EXERCISE DESCRIPTION → Would you please retype, exactly, the lines of the listing below between the line with "display:grid; grid-template-columns:26px 1fr" and the line with "flex:none; width:22px; height:22px;", inclusive?

DATASET CONTENT →
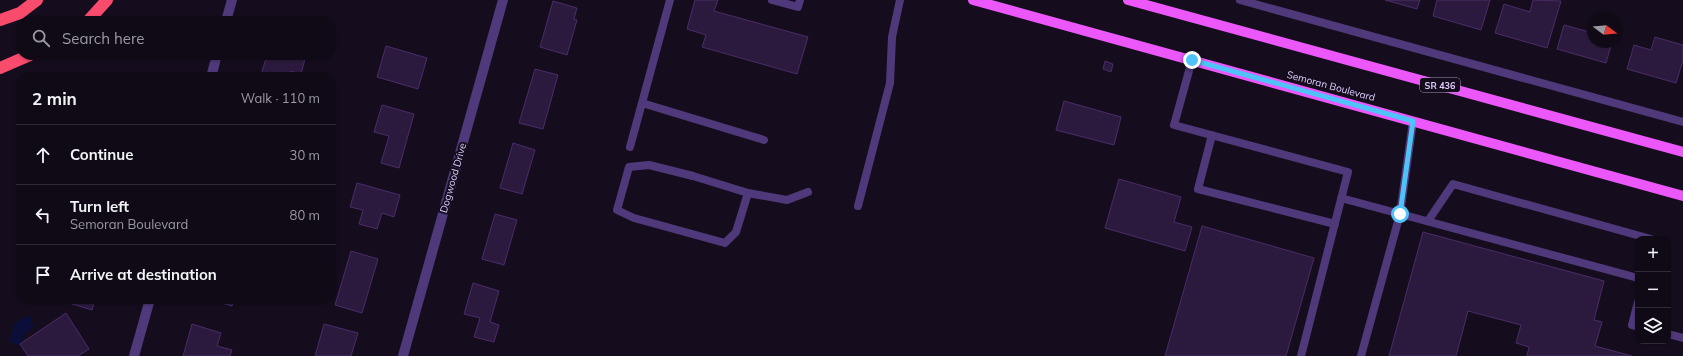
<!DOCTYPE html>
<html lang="en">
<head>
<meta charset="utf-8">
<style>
	:root { --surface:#100a16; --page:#1e1823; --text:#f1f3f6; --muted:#9c9aa1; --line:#302b35 }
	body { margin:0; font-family:Mulish,sans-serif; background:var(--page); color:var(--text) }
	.controls { position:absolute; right:12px; bottom:12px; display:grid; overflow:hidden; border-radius:8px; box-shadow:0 1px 3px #0004 }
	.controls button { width:36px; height:36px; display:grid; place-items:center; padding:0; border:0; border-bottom:1px solid var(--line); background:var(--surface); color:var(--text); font:20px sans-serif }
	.compass { position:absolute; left:1587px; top:12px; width:36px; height:36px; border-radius:50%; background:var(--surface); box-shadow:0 1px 3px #0004; rotate:106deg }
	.stop { position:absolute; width:12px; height:12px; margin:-9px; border:3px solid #4fc3f7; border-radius:50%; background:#fff }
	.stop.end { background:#4fc3f7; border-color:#fff; box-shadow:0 1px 4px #0008 }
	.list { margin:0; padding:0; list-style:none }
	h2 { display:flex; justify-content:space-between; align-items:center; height:52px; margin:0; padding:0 16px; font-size:17px }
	h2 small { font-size:13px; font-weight:400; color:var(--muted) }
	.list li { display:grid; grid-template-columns:26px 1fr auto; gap:12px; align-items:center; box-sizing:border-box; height:60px; padding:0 16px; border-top:1px solid var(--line) }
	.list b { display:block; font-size:15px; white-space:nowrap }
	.list p { margin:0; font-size:13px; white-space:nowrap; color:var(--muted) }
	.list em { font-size:13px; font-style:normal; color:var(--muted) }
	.icon { flex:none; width:22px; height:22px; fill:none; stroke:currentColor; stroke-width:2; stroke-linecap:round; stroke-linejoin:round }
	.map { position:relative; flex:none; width:1683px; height:356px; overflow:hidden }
	.search { position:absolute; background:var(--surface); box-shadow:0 1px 3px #0004; left:16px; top:16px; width:320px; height:44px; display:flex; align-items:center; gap:10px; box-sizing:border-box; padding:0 14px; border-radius:16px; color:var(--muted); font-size:15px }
	.panel { position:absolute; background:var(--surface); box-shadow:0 1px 3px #0004; left:16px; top:72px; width:320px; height:232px; border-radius:16px }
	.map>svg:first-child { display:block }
	.water { fill:#0a0e39 }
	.building { fill:#2c1a3e; stroke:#4a2c69 }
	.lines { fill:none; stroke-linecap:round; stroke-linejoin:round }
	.service { stroke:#4f397b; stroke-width:8 }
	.minor { stroke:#4f397b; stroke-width:10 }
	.primary { stroke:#eb57f9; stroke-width:10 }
	.motorway { stroke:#f94b6c; stroke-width:12 }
	.route { stroke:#4fc3f7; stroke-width:5 }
	.labels { text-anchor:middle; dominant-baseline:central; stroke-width:4; stroke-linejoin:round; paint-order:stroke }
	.shield { fill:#150d1e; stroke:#a393ba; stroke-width:1 }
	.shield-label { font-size:9px; font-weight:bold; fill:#e0ccfd }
	.street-label { font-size:10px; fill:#e0ccfd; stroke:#150d1e }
</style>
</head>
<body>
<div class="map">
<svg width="1683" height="356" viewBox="0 0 1683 356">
	<rect width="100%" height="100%" fill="#150d1e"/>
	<path class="water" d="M29 315 34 327 24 334 21 345 9 342 15 323Z"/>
	<path class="building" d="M695 0H718L714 11 808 37 797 74 702 47 706 35 687 29Z
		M1385 0H1420L1417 9Z
		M1437 0H1490L1481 30 1433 16Z
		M1533 0 1561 1 1547 48 1495 33 1504 4 1530 12Z
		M553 1 577 8 574 19 577 20 567 55 540 47Z
		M1564 25 1593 33V42H1612L1606 63 1557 49Z
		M1655 37 1683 45V60L1676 83 1627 69 1634 45 1651 50Z
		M386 46 427 58 418 89 377 77Z
		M267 55H306L301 74 291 71 289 77H268L261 75Z
		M1105 61 1113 64 1111 72 1103 69Z
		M535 69 558 75 543 129 519 123Z
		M1064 101 1121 117 1114 145 1056 130Z
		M382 105 414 114 399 168 381 163 389 136 374 132Z
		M513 143 535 150 522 194 500 188Z
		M1119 179 1181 197 1174 222 1192 227 1185 251 1105 228Z
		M357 183 400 195 394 217 382 213 377 229 359 224 363 210 350 207Z
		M495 214 517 220 504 265 482 259Z
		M1202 226 1314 258 1286 356H1165Z
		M1423 232 1604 281 1594 320 1602 322 1595 346 1632 356H1527L1529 347 1516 343 1521 325 1468 311 1456 356H1389Z
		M351 251 378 259 362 313 335 305Z
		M473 283 499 291 490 322 499 325 494 342 474 337 480 318 464 314Z
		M70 299H95L92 310 69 303Z
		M208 299H234L232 306Z
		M66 313 89 349 78 356H28L20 344Z
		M192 324 221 333 217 346 232 350 230 356H183Z
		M324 324 358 333 351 356H315Z"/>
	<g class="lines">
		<path class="service" d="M772 0 798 7 800 0
			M1240 0 1683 122
			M1192 60 1174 125 1348 172 1301 356
			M642 103 764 140
			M1212 135 1198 189 1335 224
			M630 147 670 0
			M748 193 736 232 725 243 634 218 617 210 629 167 649 165 693 176 748 193 787 200 808 192
			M1341 198 1638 278
			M858 206 890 83 892 37 900 0
			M1428 221 1453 184 1651 239
			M1638 302 1632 325 1638 327
			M1668 334 1683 338
			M1361 356 1400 214 1413 121"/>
		<path class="minor" d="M226 21 232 0
			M211 77 217 55
			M134 356 150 299
			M403 356 503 0"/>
		<path class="primary" d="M973 0 1683 196
			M1128 0 1683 152"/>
		<path class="motorway" d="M0 20 20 13 37 0
			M88 21 107 0
			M0 68 30 55"/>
	</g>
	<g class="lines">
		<path class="route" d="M1192 60 1413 121 1400 214"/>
	</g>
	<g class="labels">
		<rect class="shield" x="1420" y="78" width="40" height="14" rx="3"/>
		<g class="shield-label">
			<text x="1440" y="85">SR 436</text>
		</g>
		<g class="street-label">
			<text transform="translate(1331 86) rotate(15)">Semoran Boulevard</text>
			<text transform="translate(453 178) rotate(-74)">Dogwood Drive</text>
		</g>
	</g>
</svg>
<div class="controls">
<button>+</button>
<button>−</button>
<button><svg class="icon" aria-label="layers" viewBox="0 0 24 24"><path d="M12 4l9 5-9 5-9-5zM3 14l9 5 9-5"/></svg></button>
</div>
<svg class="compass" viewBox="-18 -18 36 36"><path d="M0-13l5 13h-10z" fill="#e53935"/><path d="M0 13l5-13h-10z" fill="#9c9aa1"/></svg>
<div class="stop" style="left:1400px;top:214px"></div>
<div class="stop end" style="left:1192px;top:60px"></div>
<div class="search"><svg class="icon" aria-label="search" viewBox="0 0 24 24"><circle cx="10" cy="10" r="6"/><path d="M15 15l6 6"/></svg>Search here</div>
<section class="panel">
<h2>2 min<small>Walk · 110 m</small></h2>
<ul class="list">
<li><svg class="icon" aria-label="ahead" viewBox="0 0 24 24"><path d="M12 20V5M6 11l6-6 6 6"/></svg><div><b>Continue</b></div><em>30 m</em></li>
<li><svg class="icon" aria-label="left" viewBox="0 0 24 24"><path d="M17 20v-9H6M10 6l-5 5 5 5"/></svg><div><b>Turn left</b><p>Semoran Boulevard</p></div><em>80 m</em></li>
<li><svg class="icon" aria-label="arrive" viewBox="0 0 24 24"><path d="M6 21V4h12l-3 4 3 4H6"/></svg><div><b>Arrive at destination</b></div></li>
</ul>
</section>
</div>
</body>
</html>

RESPONSE FOR THIS EXERCISE →
	.list li { display:grid; grid-template-columns:26px 1fr auto; gap:12px; align-items:center; box-sizing:border-box; height:60px; padding:0 16px; border-top:1px solid var(--line) }
	.list b { display:block; font-size:15px; white-space:nowrap }
	.list p { margin:0; font-size:13px; white-space:nowrap; color:var(--muted) }
	.list em { font-size:13px; font-style:normal; color:var(--muted) }
	.icon { flex:none; width:22px; height:22px; fill:none; stroke:currentColor; stroke-width:2; stroke-linecap:round; stroke-linejoin:round }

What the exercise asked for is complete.